With respect to the sufficiency of the evidence, the court concluded, "Because we are not free to weigh the credibility of witnesses whose testimony is not inherently incredible, [the defendant's sufficiency of the evidence] challenge fails as a matter of law, and we need not analyze the elements of each conviction or point out the overwhelming evidence in the record supporting them." [Id. at 7] (quotation and citation omitted).
Finally, regarding the court's jury instruction about Chancellor's departure to Dallas, the appellate court found, "Because Mr. Chancellor's departure from his home in Oklahoma to live on the streets of Dallas, Texas occurred at the same time that law enforcement began investigating him and notifying his acquaintances that Mr. Chancellor was facing charges, consciousness of guilt was a permissible inference to be drawn from his flight," and the district court "correctly cautioned the jury that it was up to them to determine whether the evidence proved flight and the significance, if any, to be accorded such a determination." [Id. at 8-9] (citing United States v. Kennard, 472 F.3d 851, 855 (11th Cir. 2006)).
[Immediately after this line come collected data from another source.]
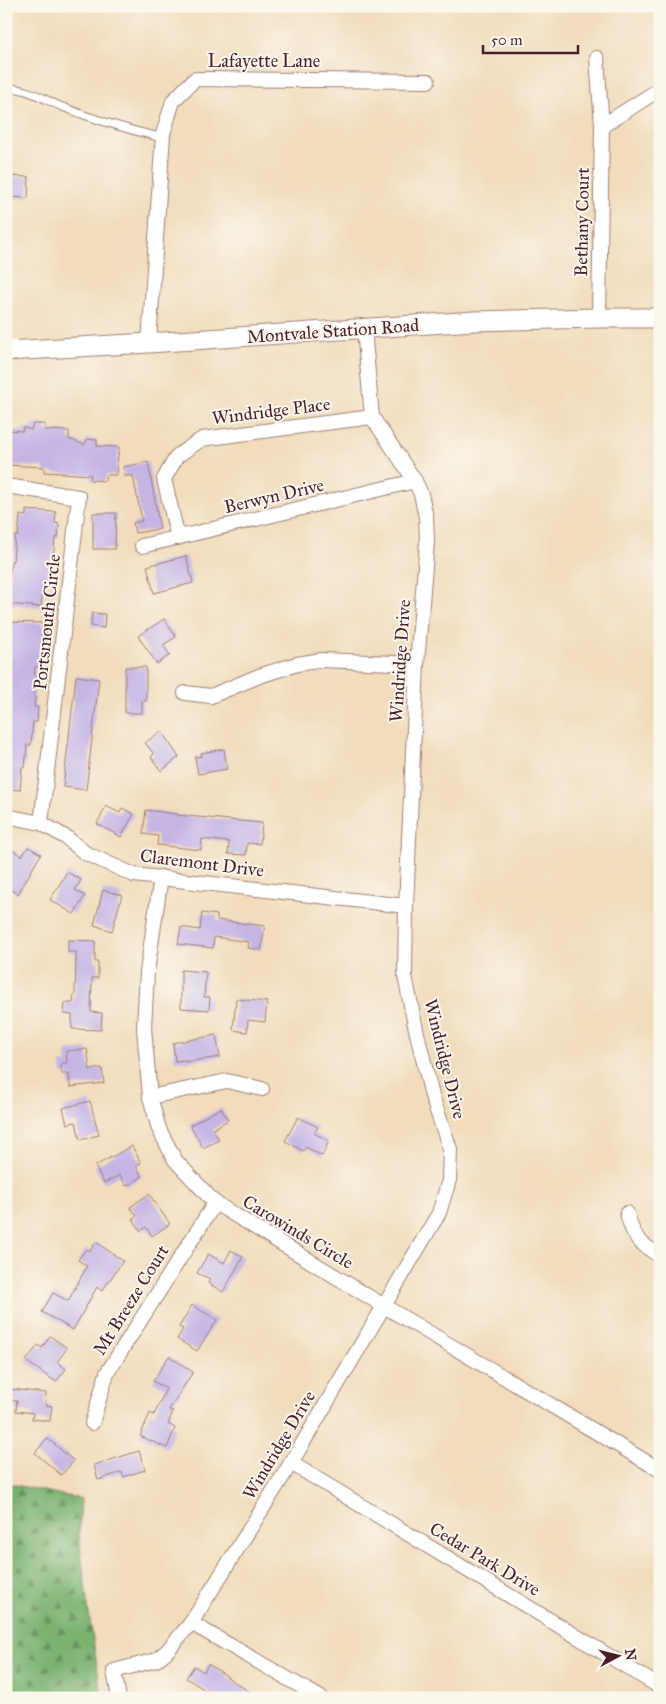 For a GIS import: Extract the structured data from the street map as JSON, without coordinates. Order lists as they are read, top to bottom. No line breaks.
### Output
{"streets":{"street":["Lafayette Lane","Bethany Court","Montvale Station Road","Windridge Place","Berwyn Drive","Portsmouth Circle","Windridge Drive","Claremont Drive","Carowinds Circle","Mt Breeze Court","Cedar Park Drive"]},"crossings":[["Lafayette Lane","Montvale Station Road"],["Bethany Court","Montvale Station Road"],["Montvale Station Road","Windridge Drive"],["Windridge Place","Berwyn Drive"],["Windridge Place","Windridge Drive"],["Berwyn Drive","Windridge Drive"],["Portsmouth Circle","Claremont Drive"],["Windridge Drive","Claremont Drive"],["Windridge Drive","Carowinds Circle"],["Windridge Drive","Cedar Park Drive"],["Claremont Drive","Carowinds Circle"],["Carowinds Circle","Mt Breeze Court"]],"scale_bar":"50 m","north":"right"} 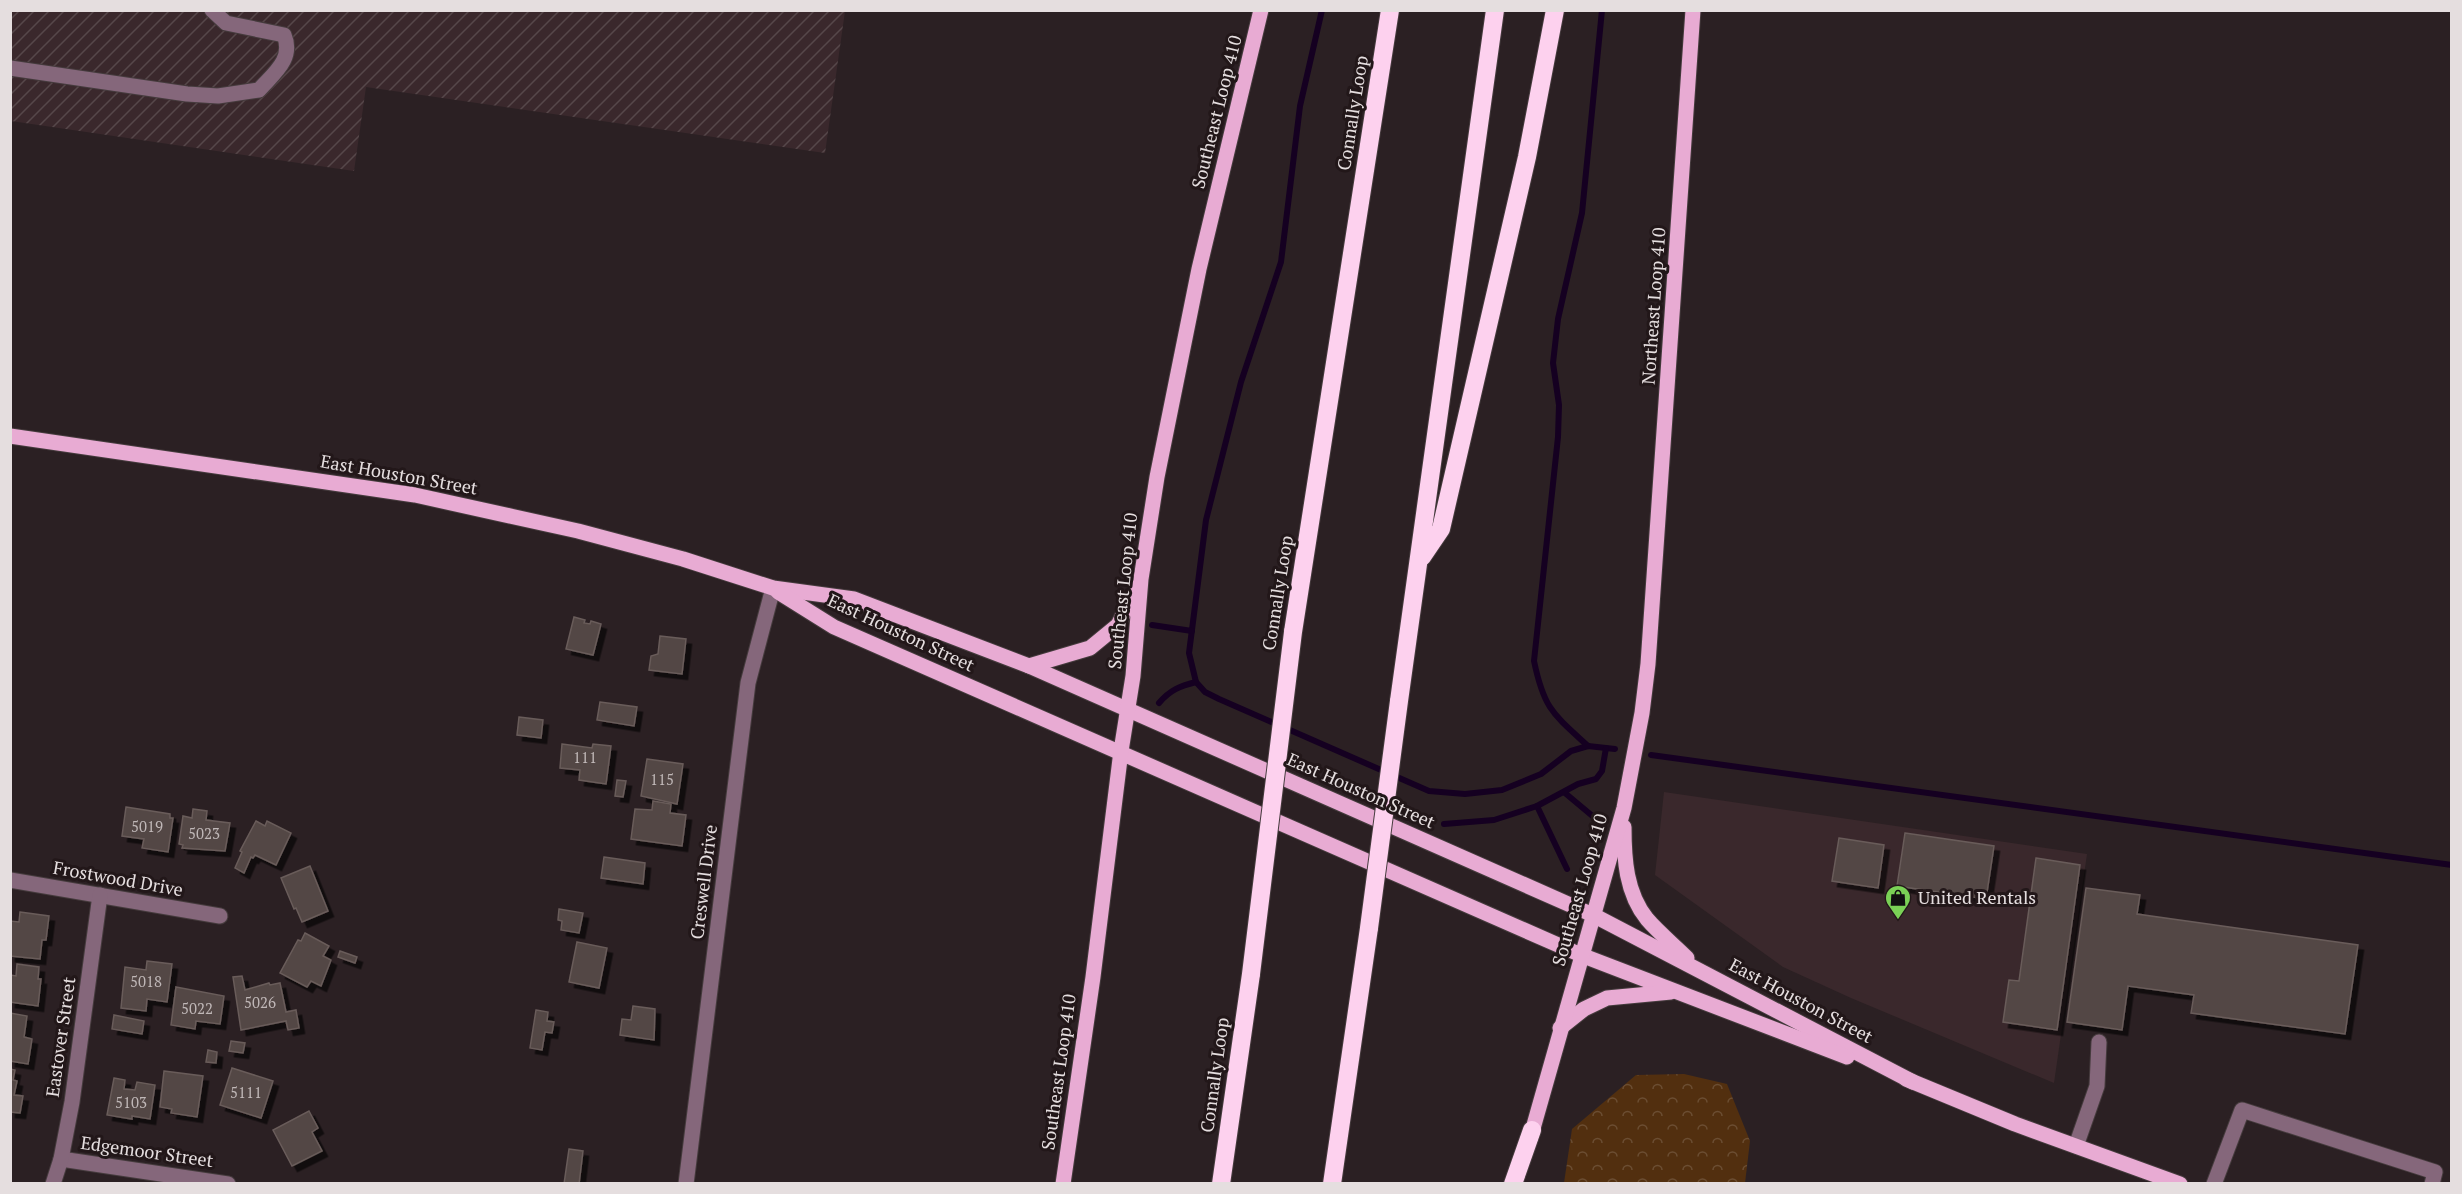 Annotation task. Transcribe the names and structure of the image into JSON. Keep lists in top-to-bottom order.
{
  "streets": {
    "highway": ["Connally Loop"],
    "main road": ["Southeast Loop 410", "Northeast Loop 410", "East Houston Street"],
    "street": [
      "Frostwood Drive",
      "Creswell Drive",
      "Eastover Street",
      "Edgemoor Street"
    ]
  },
  "crossings": [
    ["Southeast Loop 410", "Northeast Loop 410"],
    ["Southeast Loop 410", "East Houston Street"],
    ["East Houston Street", "Creswell Drive"],
    ["Frostwood Drive", "Eastover Street"],
    ["Eastover Street", "Edgemoor Street"]
  ],
  "places": {
    "shop": ["United Rentals"]
  },
  "house_numbers": [
    "111",
    "115",
    "5019",
    "5023",
    "5018",
    "5026",
    "5022",
    "5111",
    "5103"
  ]
}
To prevail on an ineffective-assistance claim under Strickland v. Washington, 466 U.S. 668 (1984) Montgomery must establish two elements: "First, he must show that [his] counsel `committed serious errors in light of prevailing professional norms such that his legal representation fell below an objective standard of reasonableness.'" Wackerly v. Workman, 580 F.3d 1171, 1176 (10th Cir. 2009) (quoting Castro v. Ward, 138 F.3d 810, 829 (10th Cir. 1998)) (internal quotation marks and accompanying citation omitted). "Second, [he] must show that this deficient performance mattered—namely, that there is `a reasonable probability that, but for counsel's unprofessional errors, the result of the proceeding would have been different.'" Id., (quoting Strickland, 466 U.S. at 688).
Judicial scrutiny of counsel's performance must be highly deferential. Strickland, 466 U.S. at 689. In addressing an ineffectiveness claim, a court "must judge the reasonableness of counsel's challenged conduct," and determine whether, in light of all the circumstances, the acts and omissions identified by the defendant were "outside the wide range of professionally competent assistance." Id. at 690. In so doing, the court "should recognize that counsel is strongly presumed to have rendered adequate assistance and made all significant decisions in the exercise of reasonable judgment." Id.
Chancellor contends his trial counsel, Todd Hembree, was ineffective for (1) failing to object to jury instruction Nos. 19, 24 and 29 and (2) failing to investigate and interview a potential witness, Rebecca Ballard, regarding the attempted rape of C.A. alleged in Count Two.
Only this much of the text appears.